Saved entries
◇ ◇ ◇
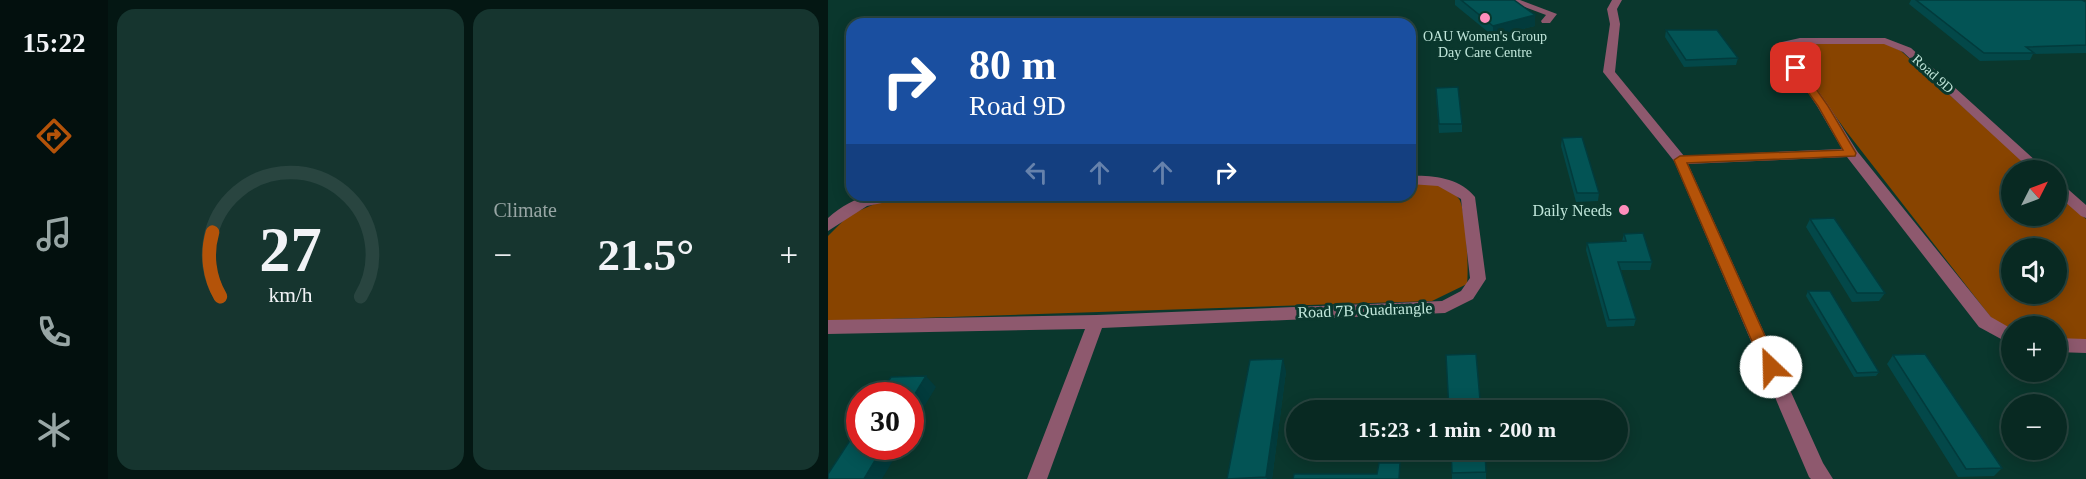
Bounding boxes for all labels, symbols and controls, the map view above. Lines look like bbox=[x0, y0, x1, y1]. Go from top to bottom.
marker: OAU Women's Group Day Care Centre bbox=[1478, 11, 1492, 25]
text: 15:22 bbox=[23, 28, 86, 58]
place label: OAU Women's Group Day Care Centre bbox=[1423, 29, 1547, 60]
icon: right bbox=[870, 42, 948, 120]
text: 80 m bbox=[969, 42, 1057, 88]
pin bbox=[1770, 42, 1821, 93]
icon: arrive bbox=[1779, 51, 1812, 84]
street label: Road 9D bbox=[1909, 52, 1957, 96]
text: Road 9D bbox=[969, 91, 1066, 121]
icon: directions bbox=[33, 115, 75, 157]
icon: left bbox=[1020, 156, 1053, 189]
icon: ahead bbox=[1083, 156, 1116, 189]
icon: ahead bbox=[1146, 156, 1179, 189]
icon: right bbox=[1209, 156, 1242, 189]
north arrow bbox=[2001, 160, 2067, 226]
map controls bbox=[2001, 160, 2067, 460]
text: Climate bbox=[494, 199, 557, 221]
place label: Daily Needs bbox=[1532, 202, 1612, 220]
marker: Daily Needs bbox=[1617, 203, 1631, 217]
icon: music bbox=[33, 213, 75, 255]
text: 27 bbox=[259, 215, 321, 284]
text: 21.5° bbox=[597, 230, 694, 280]
text: − bbox=[494, 237, 512, 273]
text: + bbox=[779, 237, 798, 273]
button: sound bbox=[2001, 238, 2067, 304]
text: km/h bbox=[268, 283, 313, 307]
street label: Road 7B Quadrangle bbox=[1297, 299, 1433, 322]
icon: phone bbox=[33, 311, 75, 353]
button: + bbox=[2001, 316, 2067, 382]
position arrow bbox=[1739, 335, 1803, 399]
speed limit sign: 30 bbox=[846, 382, 924, 460]
button: − bbox=[2001, 394, 2067, 460]
icon: climate bbox=[33, 409, 75, 451]
text: 15:23 · 1 min · 200 m bbox=[1358, 417, 1556, 442]

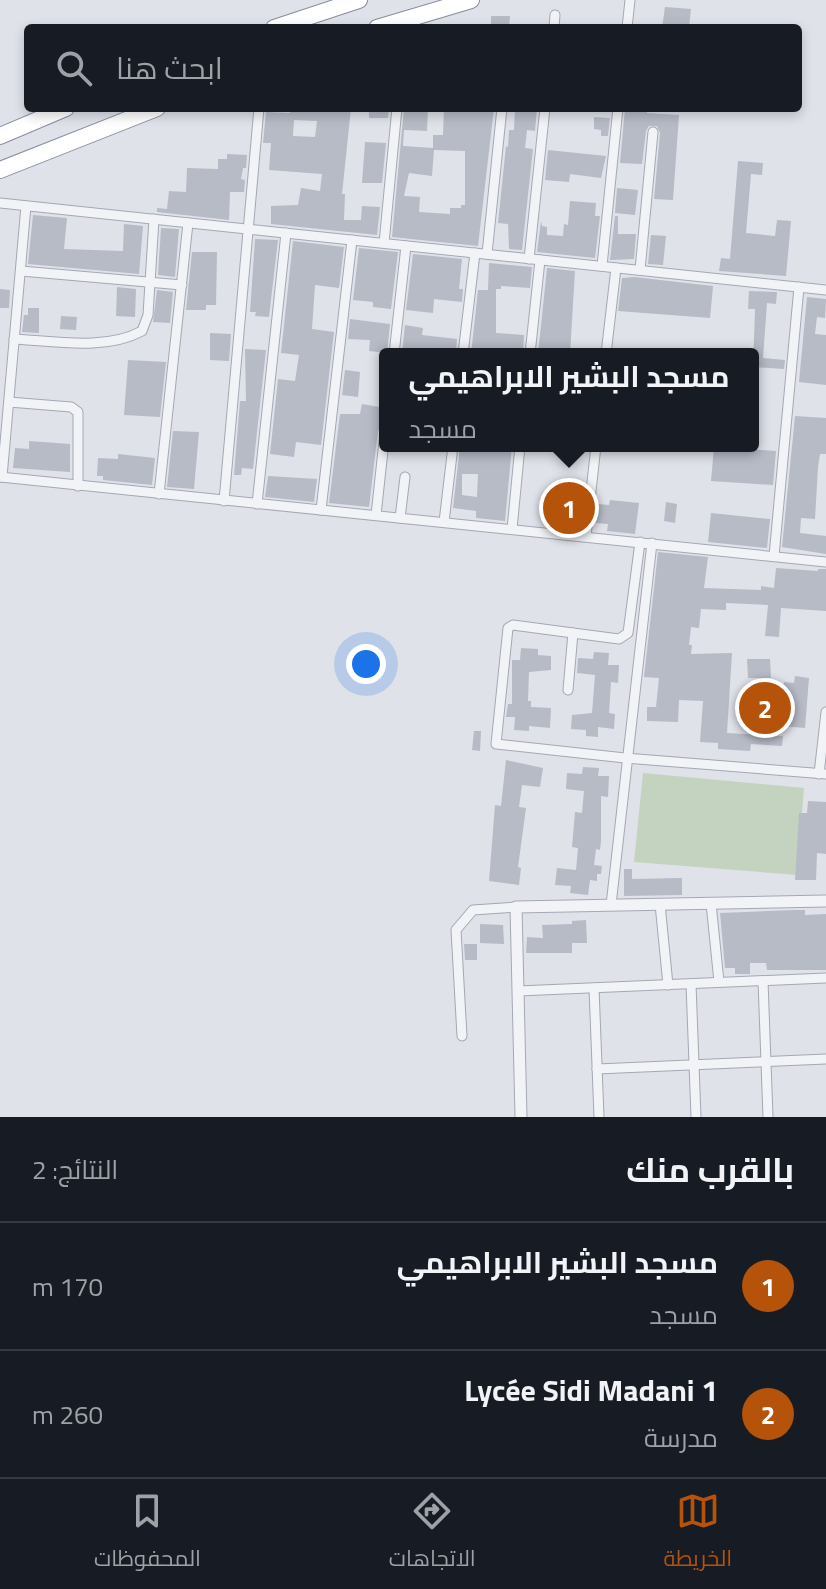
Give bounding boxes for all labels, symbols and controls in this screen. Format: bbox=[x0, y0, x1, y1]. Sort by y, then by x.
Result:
search box bbox=[24, 24, 802, 112]
text: ابحث هنا bbox=[116, 45, 223, 91]
icon: search bbox=[52, 46, 96, 90]
popup bbox=[379, 348, 759, 452]
text: مسجد البشير الابراهيمي bbox=[408, 353, 730, 399]
text: مسجد bbox=[408, 409, 477, 448]
pin: 1 bbox=[543, 478, 595, 538]
your location bbox=[346, 644, 386, 684]
pin: 2 bbox=[739, 678, 791, 738]
text: بالقرب منك bbox=[626, 1143, 794, 1195]
text: النتائج: 2 bbox=[32, 1150, 118, 1189]
text: مسجد البشير الابراهيمي bbox=[397, 1239, 718, 1285]
text: 170 m bbox=[32, 1267, 103, 1306]
text: 1 bbox=[761, 1267, 775, 1306]
text: مسجد bbox=[649, 1295, 718, 1334]
text: Lycée Sidi Madani 1 bbox=[464, 1367, 718, 1413]
text: 260 m bbox=[32, 1395, 103, 1434]
text: 2 bbox=[761, 1395, 775, 1434]
text: مدرسة bbox=[644, 1418, 718, 1457]
tab: المحفوظات bbox=[94, 1489, 201, 1579]
tab: الاتجاهات bbox=[389, 1489, 476, 1579]
tab: الخريطة bbox=[663, 1489, 732, 1579]

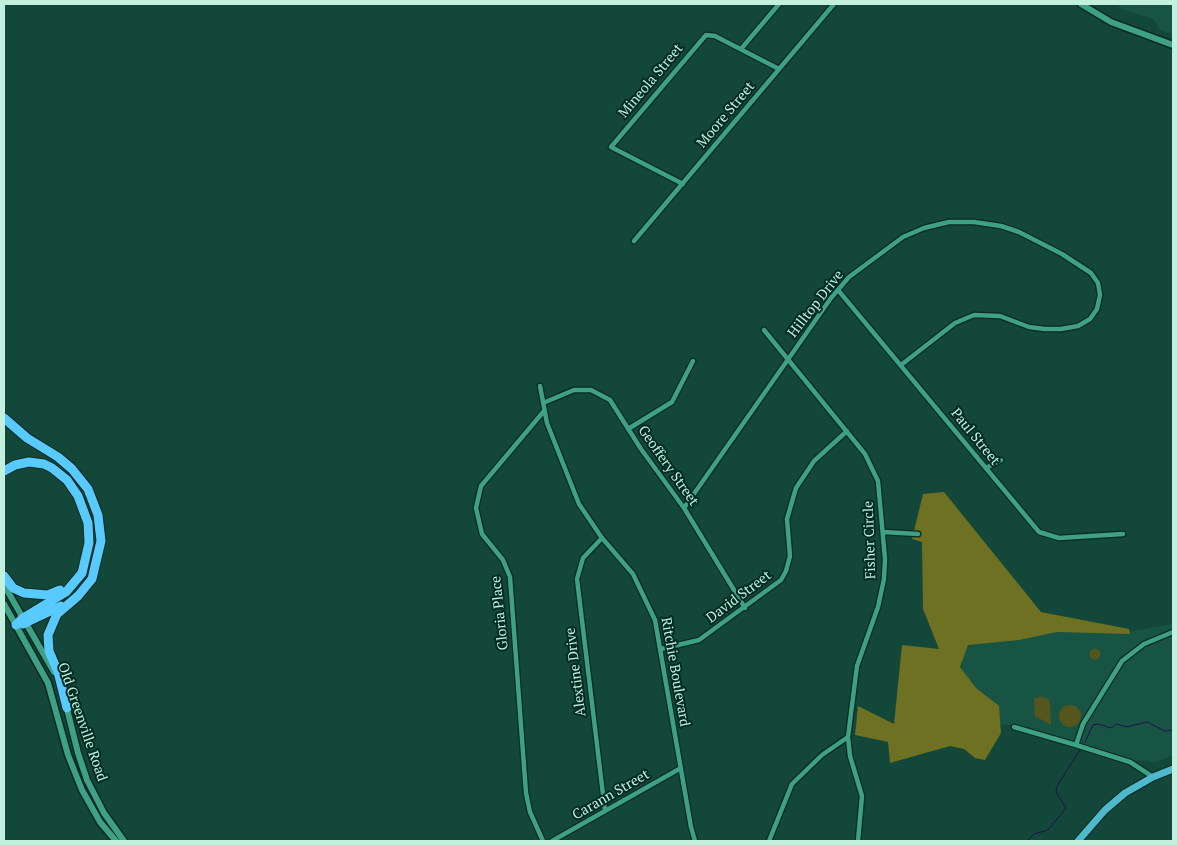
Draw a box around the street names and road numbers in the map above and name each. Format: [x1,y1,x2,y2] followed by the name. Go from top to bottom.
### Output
◇ ◇ ◇
▶ What to do
Wherever the word "Format" appears in the data, return the whole line.

▶ Output for this exercise
Give bounding boxes for all labels, symbols and controls in this screen. Format: bbox=[x0, y0, x1, y1]. Sort by y, then by x.
Draw a box around the street names and road numbers in the map above and name each. Format: [x1,y1,x2,y2] followed by the name. Go from top to bottom.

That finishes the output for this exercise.